Google has released an enhanced version of Veo 3.1, its AI video generation model, introducing native vertical video support and 4K upscaling capabilities designed for mobile-first content creation. The update enables creators to generate videos in 9:16 aspect ratio directly from reference images without quality loss from cropping.
The “Ingredients to Video” feature now produces more expressive and dynamic video content from reference images, even with short prompts. Improvements include enhanced character consistency across scenes, allowing the same character to appear throughout multiple clips whilst maintaining visual identity as settings change.
Ricky Wong, Lead Product Manager at Google DeepMind, stated the update generates lively, dynamic clips that feel natural and engaging while supporting vertical video generation optimised for platforms including YouTube Shorts, Instagram and TikTok.
The update introduces state-of-the-art upscaling to 1080p and 4K resolution, with the sharper 1080p output designed for editing workflows and 4K targeting high-end productions requiring rich textures and clarity for large screens.
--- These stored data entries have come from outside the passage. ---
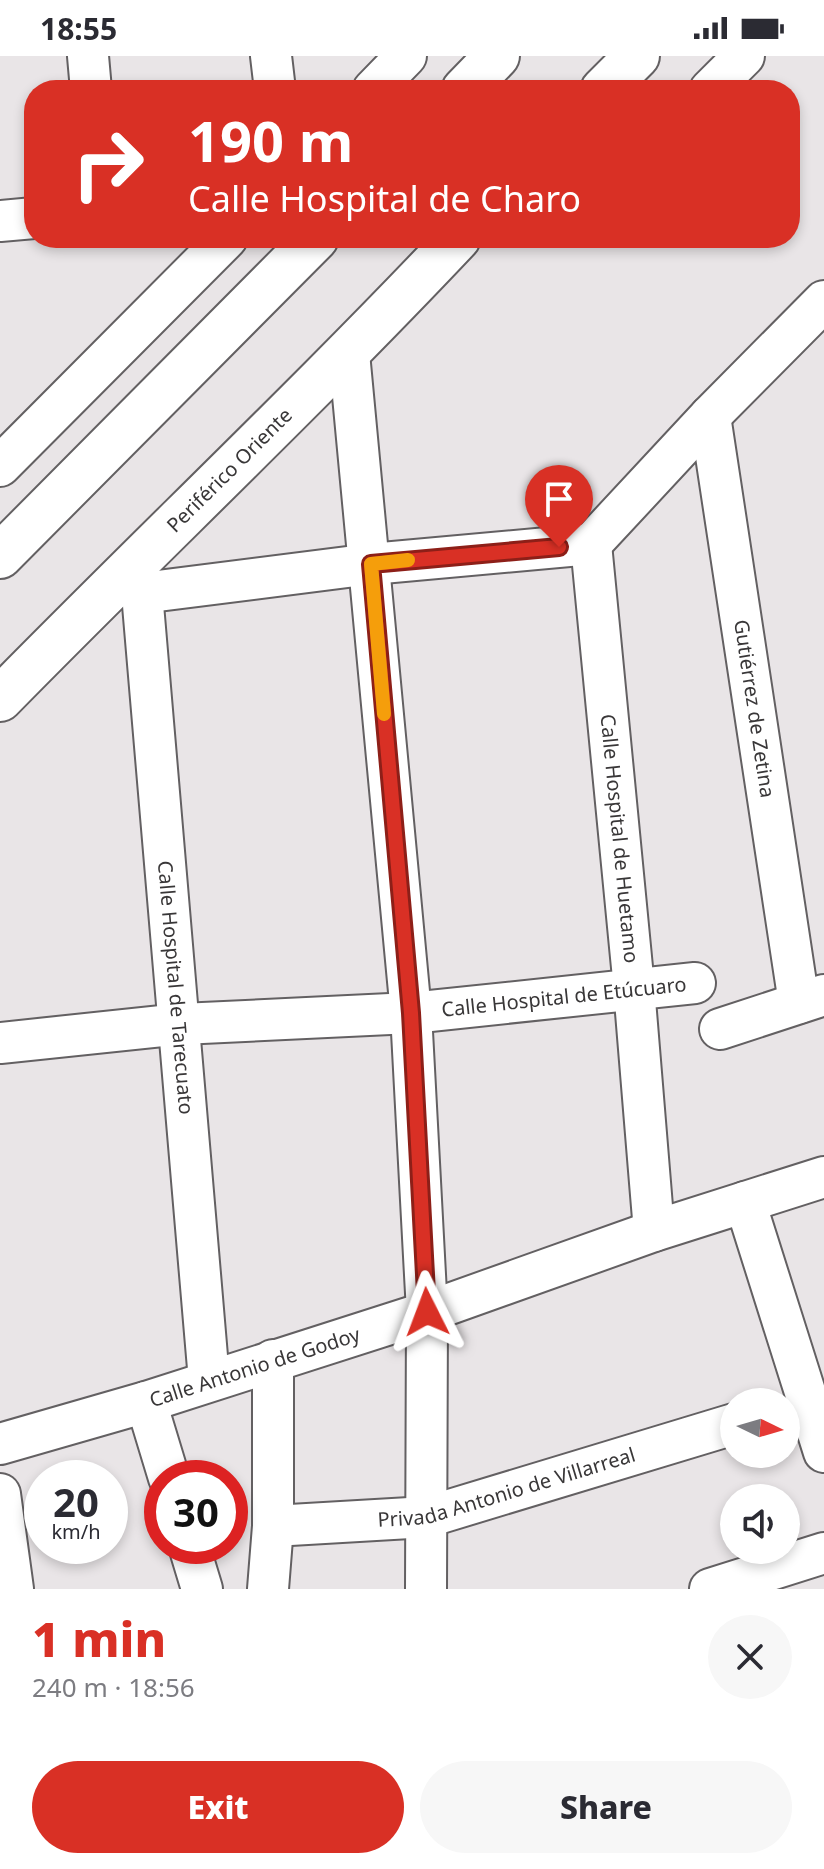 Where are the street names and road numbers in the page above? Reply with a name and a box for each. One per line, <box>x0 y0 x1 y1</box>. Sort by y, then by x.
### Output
street label: Periférico Oriente <box>160 402 298 538</box>
street label: Gutiérrez de Zetina <box>728 618 782 800</box>
street label: Calle Hospital de Huetamo <box>595 713 646 964</box>
street label: Calle Hospital de Tarecuato <box>152 859 200 1116</box>
street label: Calle Hospital de Etúcuaro <box>440 970 688 1023</box>
street label: Calle Antonio de Godoy <box>146 1320 364 1413</box>
street label: Privada Antonio de Villarreal <box>377 1441 638 1533</box>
Background and object consistency has also improved, enabling creators to reuse settings, objects and textures across multiple scenes.
Google has integrated the updates across multiple platforms. Consumer creators can access Veo 3.1 through YouTube Shorts, YouTube Create app and the Gemini app. Professional users can utilise Flow video editor, Gemini API, Vertex AI and Google Vids, with 1080p and 4K resolution options available on Flow, API and Vertex AI.
All videos generated by Veo include SynthID, Google’s imperceptible digital watermark embedded in content to indicate AI generation. The Gemini app now includes video verification capabilities, allowing users to upload videos and determine whether they were created using Google AI tools.
The platform has generated over 275 million videos since Flow launched in October 2025. The update builds on Veo 3.1’s October release, which introduced improved audio output and granular editing controls to the video generation system.